It was, of course, the Republicans who pushed the country to the brink — Obama would’ve signed a clean debt-ceiling increase at any moment, and he ended up making more concessions than any president in history to sign the final debt-ceiling increase — but it’s true that congressional Republicans wouldn’t have done that if a Republican was occupying the White House. So vote Romney.
Obama ran for president promising to break the gridlock and overcome the partisanship that paralyzes Washington. But it wasn’t up to him. The minority won’t cooperate with the majority unless they see it’s in their interests. And the Republican minority didn’t see it that way.
“The single most important thing we want to achieve is for President Obama to be a one-term president,” Mitch McConnell said. “The purpose of the minority is to become the majority,” said Rep. Pete Sessions, head of the National Republican Campaign Committee.

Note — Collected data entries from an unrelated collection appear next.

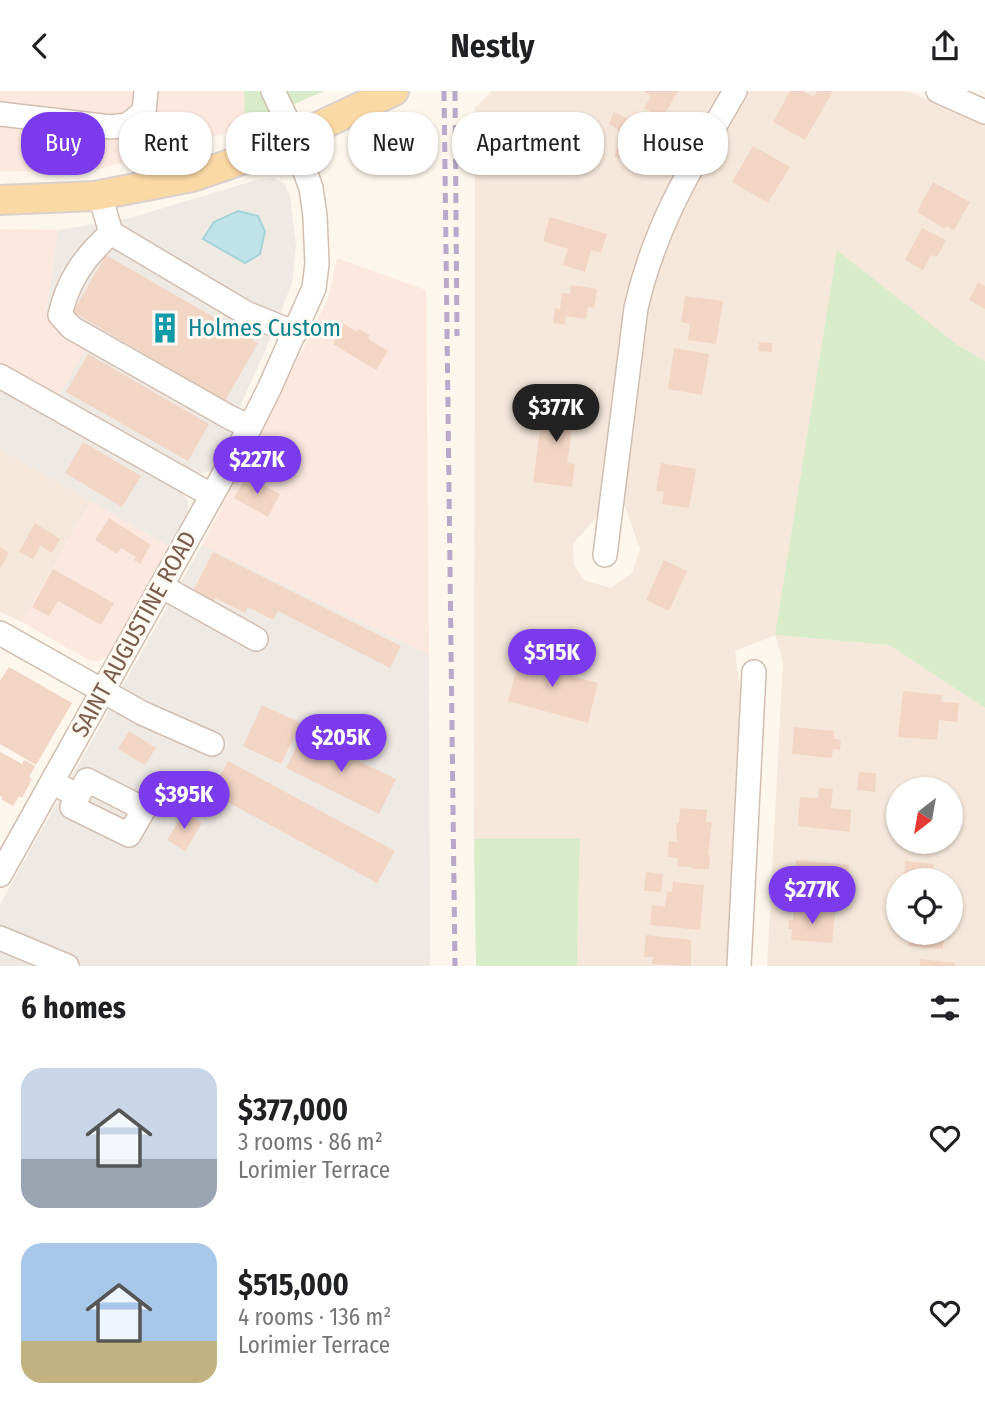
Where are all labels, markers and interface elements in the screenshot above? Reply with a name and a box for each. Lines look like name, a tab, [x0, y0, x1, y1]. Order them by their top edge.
icon: back	[21, 27, 59, 65]
text: Nestly	[450, 27, 535, 65]
icon: share	[926, 27, 964, 65]
chip: Buy	[21, 112, 105, 175]
chip: Rent	[119, 112, 212, 175]
chip: Filters	[226, 112, 334, 175]
chip: New	[348, 112, 438, 175]
chip: Apartment	[452, 112, 604, 175]
chip: House	[618, 112, 728, 175]
building icon: Holmes Custom	[148, 311, 182, 345]
place label: Holmes Custom	[188, 314, 341, 342]
pin: $377K	[507, 385, 605, 444]
text: $377K	[528, 393, 584, 421]
pin: $227K	[208, 437, 306, 496]
text: $227K	[229, 445, 285, 473]
street label: SAINT AUGUSTINE ROAD	[66, 526, 202, 742]
pin: $515K	[503, 629, 601, 689]
text: $515K	[524, 638, 580, 666]
pin: $205K	[292, 715, 390, 774]
text: $205K	[311, 723, 371, 751]
pin: $395K	[135, 771, 233, 831]
north arrow	[886, 777, 962, 854]
map controls	[886, 777, 963, 945]
text: $395K	[155, 780, 213, 808]
pin: $277K	[763, 867, 861, 926]
button: locate	[886, 868, 963, 945]
text: $277K	[785, 875, 839, 903]
icon: filters	[926, 989, 964, 1027]
text: 6 homes	[21, 990, 126, 1026]
text: $377,000	[238, 1092, 348, 1128]
icon: home	[77, 1096, 161, 1180]
icon: heart	[926, 1119, 964, 1157]
text: 3 rooms · 86 m²	[238, 1128, 383, 1156]
text: Lorimier Terrace	[238, 1156, 390, 1184]
text: $515,000	[238, 1267, 349, 1303]
icon: home	[77, 1271, 161, 1355]
icon: heart	[926, 1294, 964, 1332]
text: 4 rooms · 136 m²	[238, 1303, 391, 1331]
text: Lorimier Terrace	[238, 1331, 390, 1359]

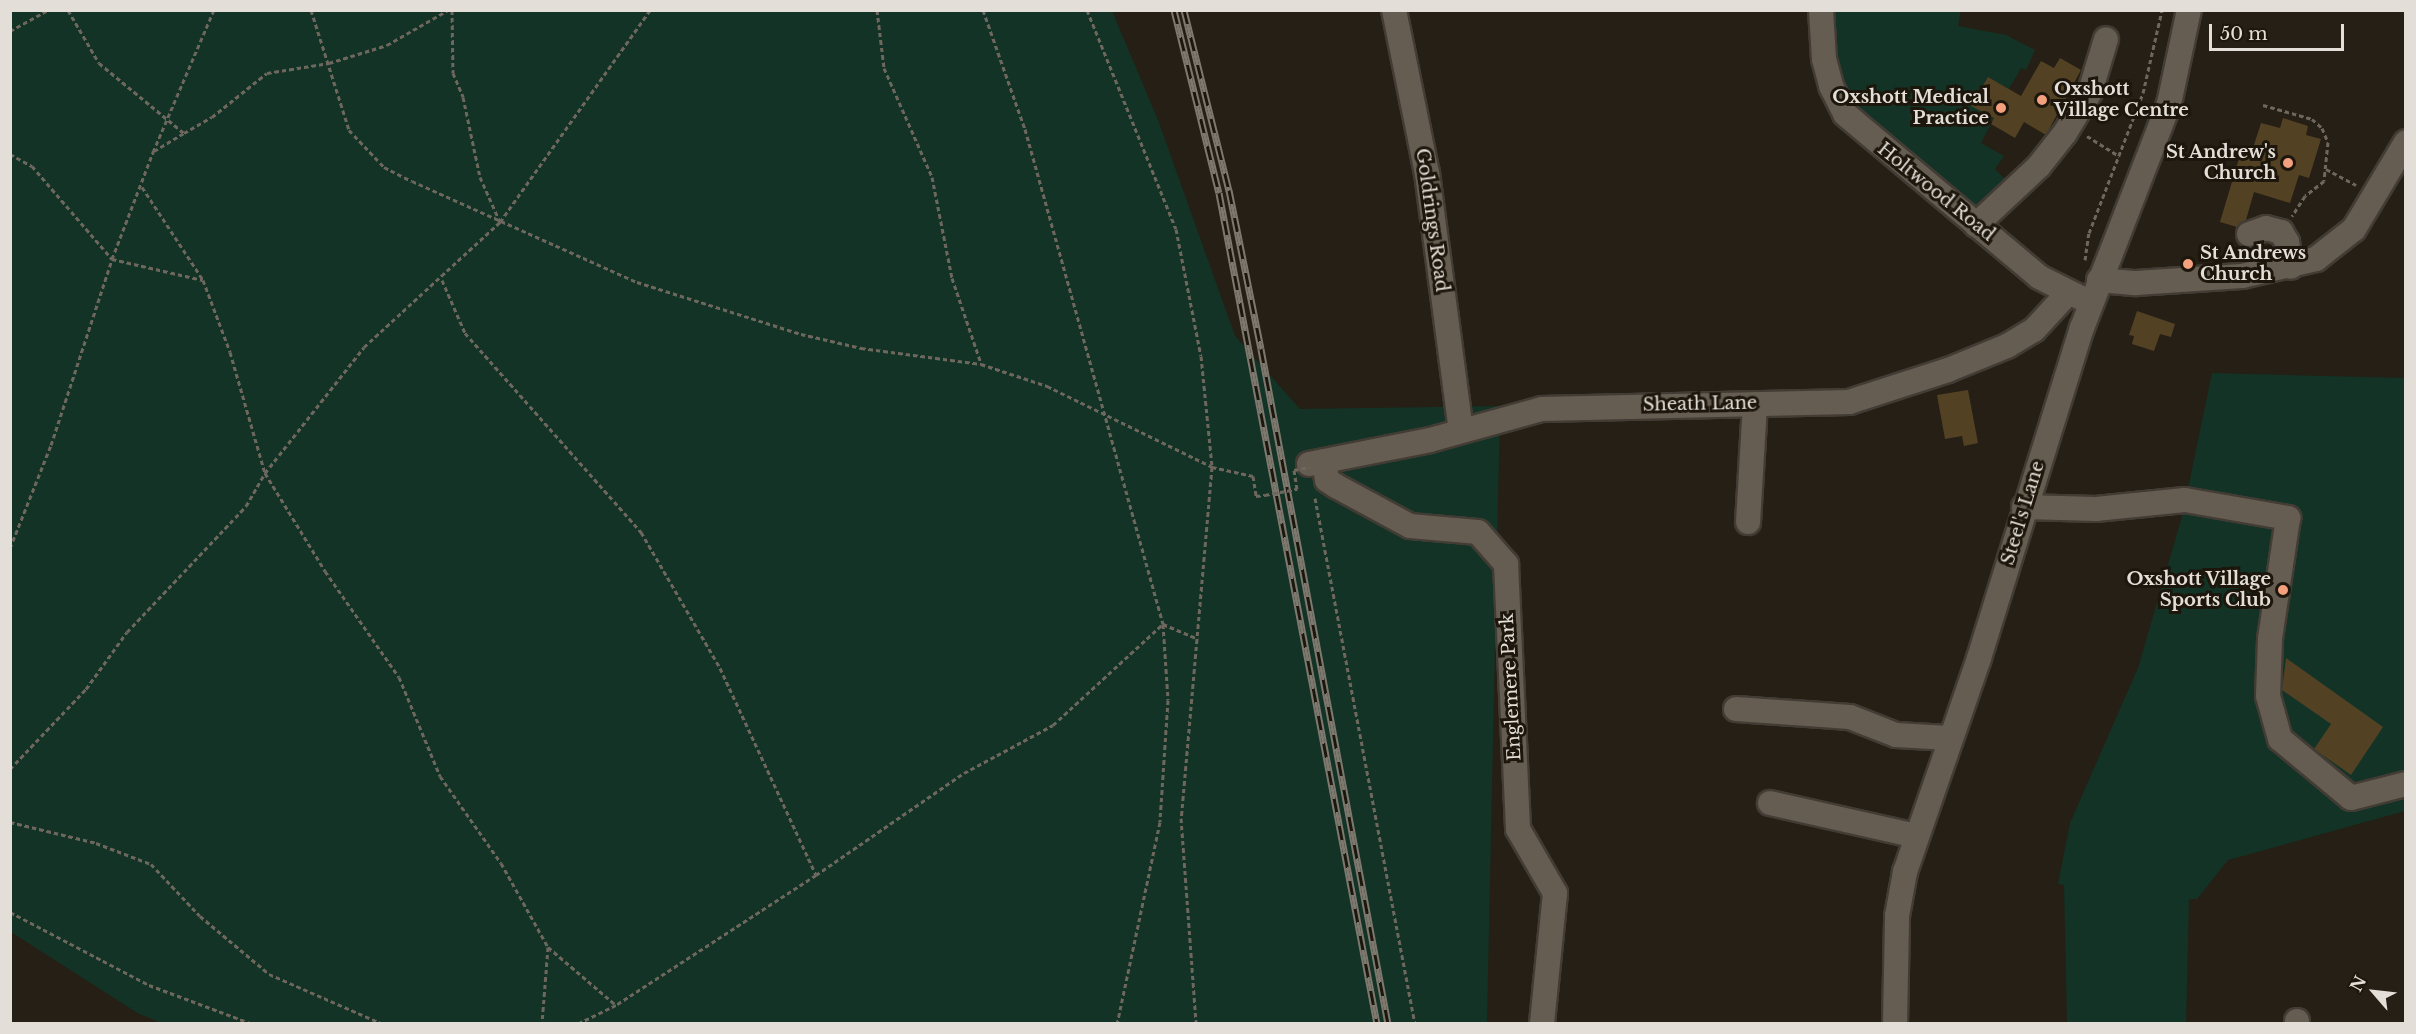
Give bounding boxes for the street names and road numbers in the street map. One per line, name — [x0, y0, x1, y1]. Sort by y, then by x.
street label: Holtwood Road — [1873, 138, 1999, 246]
street label: Goldrings Road — [1411, 147, 1453, 293]
street label: Sheath Lane — [1643, 392, 1757, 416]
street label: Steel's Lane — [1997, 458, 2049, 568]
street label: Englemere Park — [1496, 613, 1526, 761]

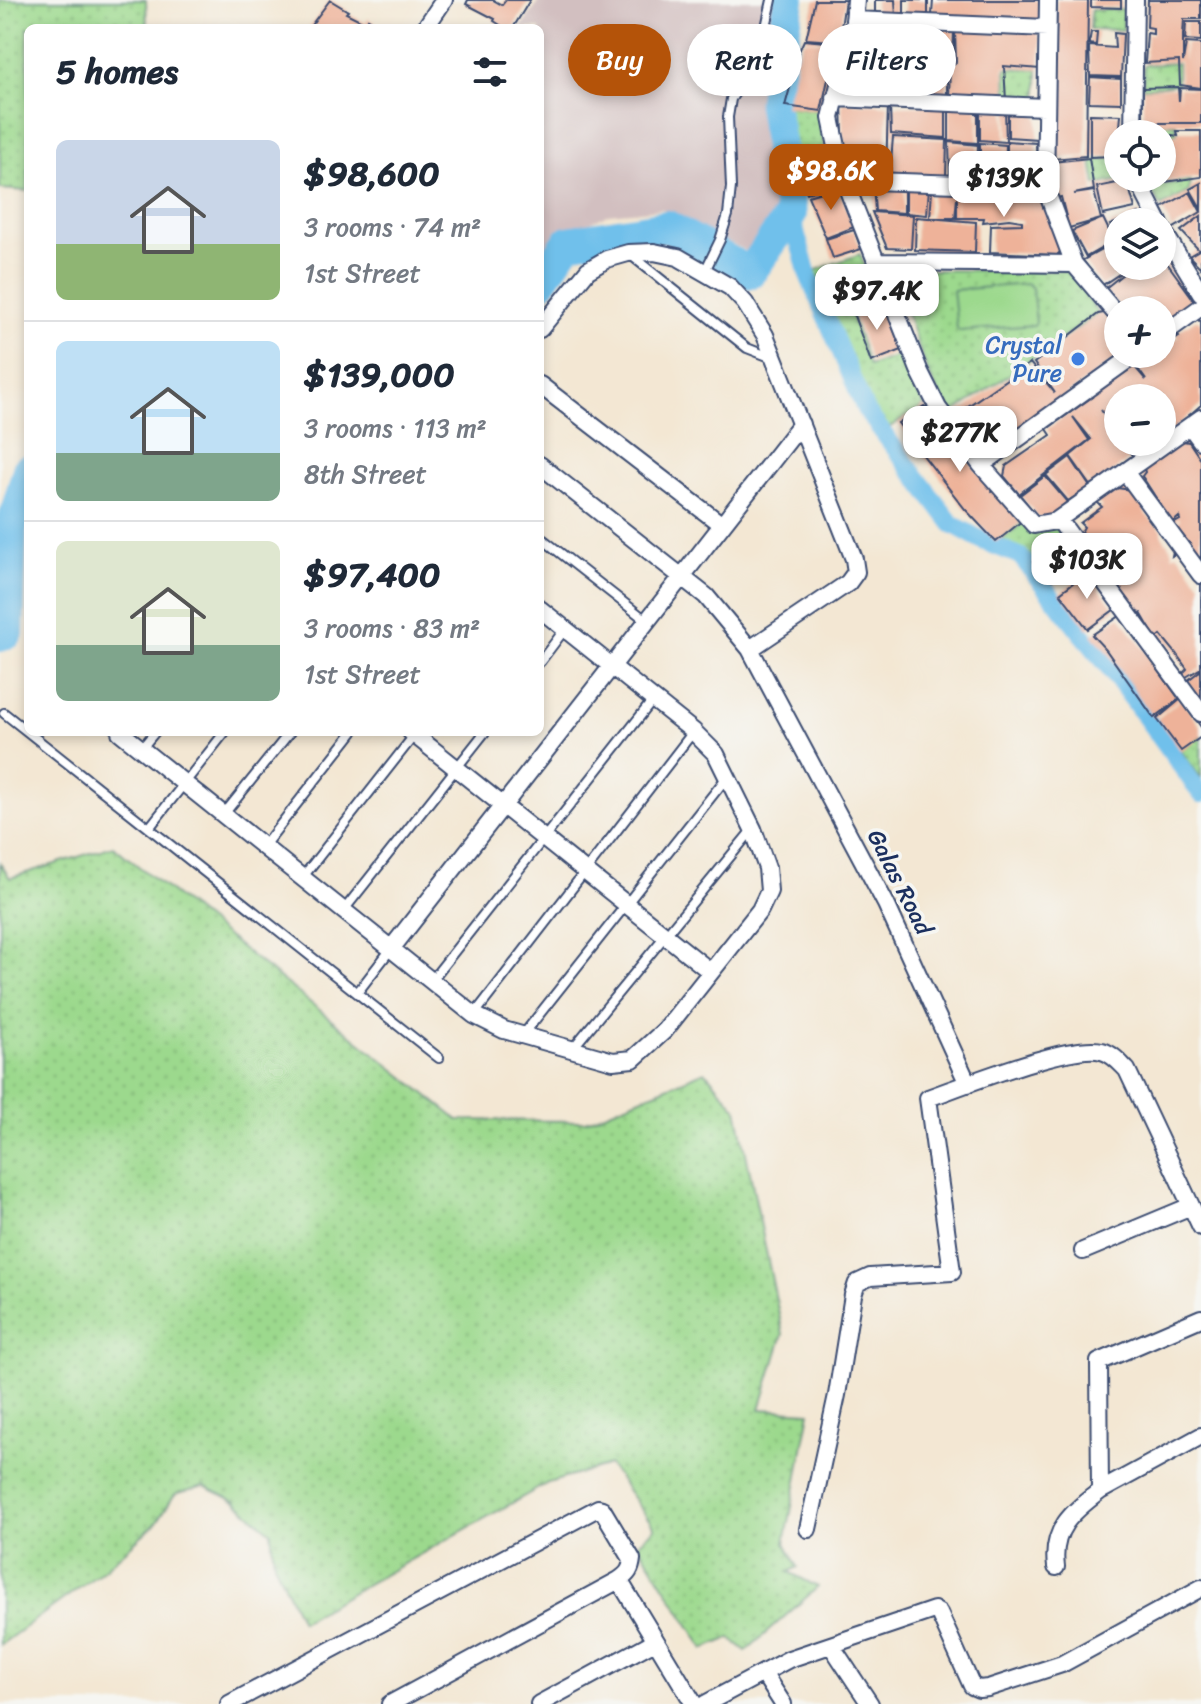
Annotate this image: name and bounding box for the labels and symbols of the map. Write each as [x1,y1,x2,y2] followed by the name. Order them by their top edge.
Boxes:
[766,144,896,212] pin: $98.6K
[948,151,1060,219] pin: $139K
[812,264,942,332] pin: $97.4K
[986,324,1063,394] place label: Crystal Pure
[1069,350,1087,368] marker: Crystal Pure
[904,406,1016,474] pin: $277K
[1031,533,1143,601] pin: $103K
[855,822,945,944] street label: Galas Road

These endorsements are proving Republicans right. As they show, the Republican strategy to deny the president any cooperation and make his Washington a depressing and dysfunctional place has done Obama enormous political damage. In that way, the endorsements get the situation backwards.
While it’s true that President Romney could expect more cooperation from congressional Republicans, in the long term, a vote against Obama on these grounds is a vote for more of this kind of gridlock. Politicians do what wins them elections. If this strategy wins Republicans the election, they’ll employ it next time they face a Democratic president, too, and congressional Democrats will use it against the next Republicans. Rewarding the minority for doing everything in their power to make the majority fail sets up disastrous incentives for the political system.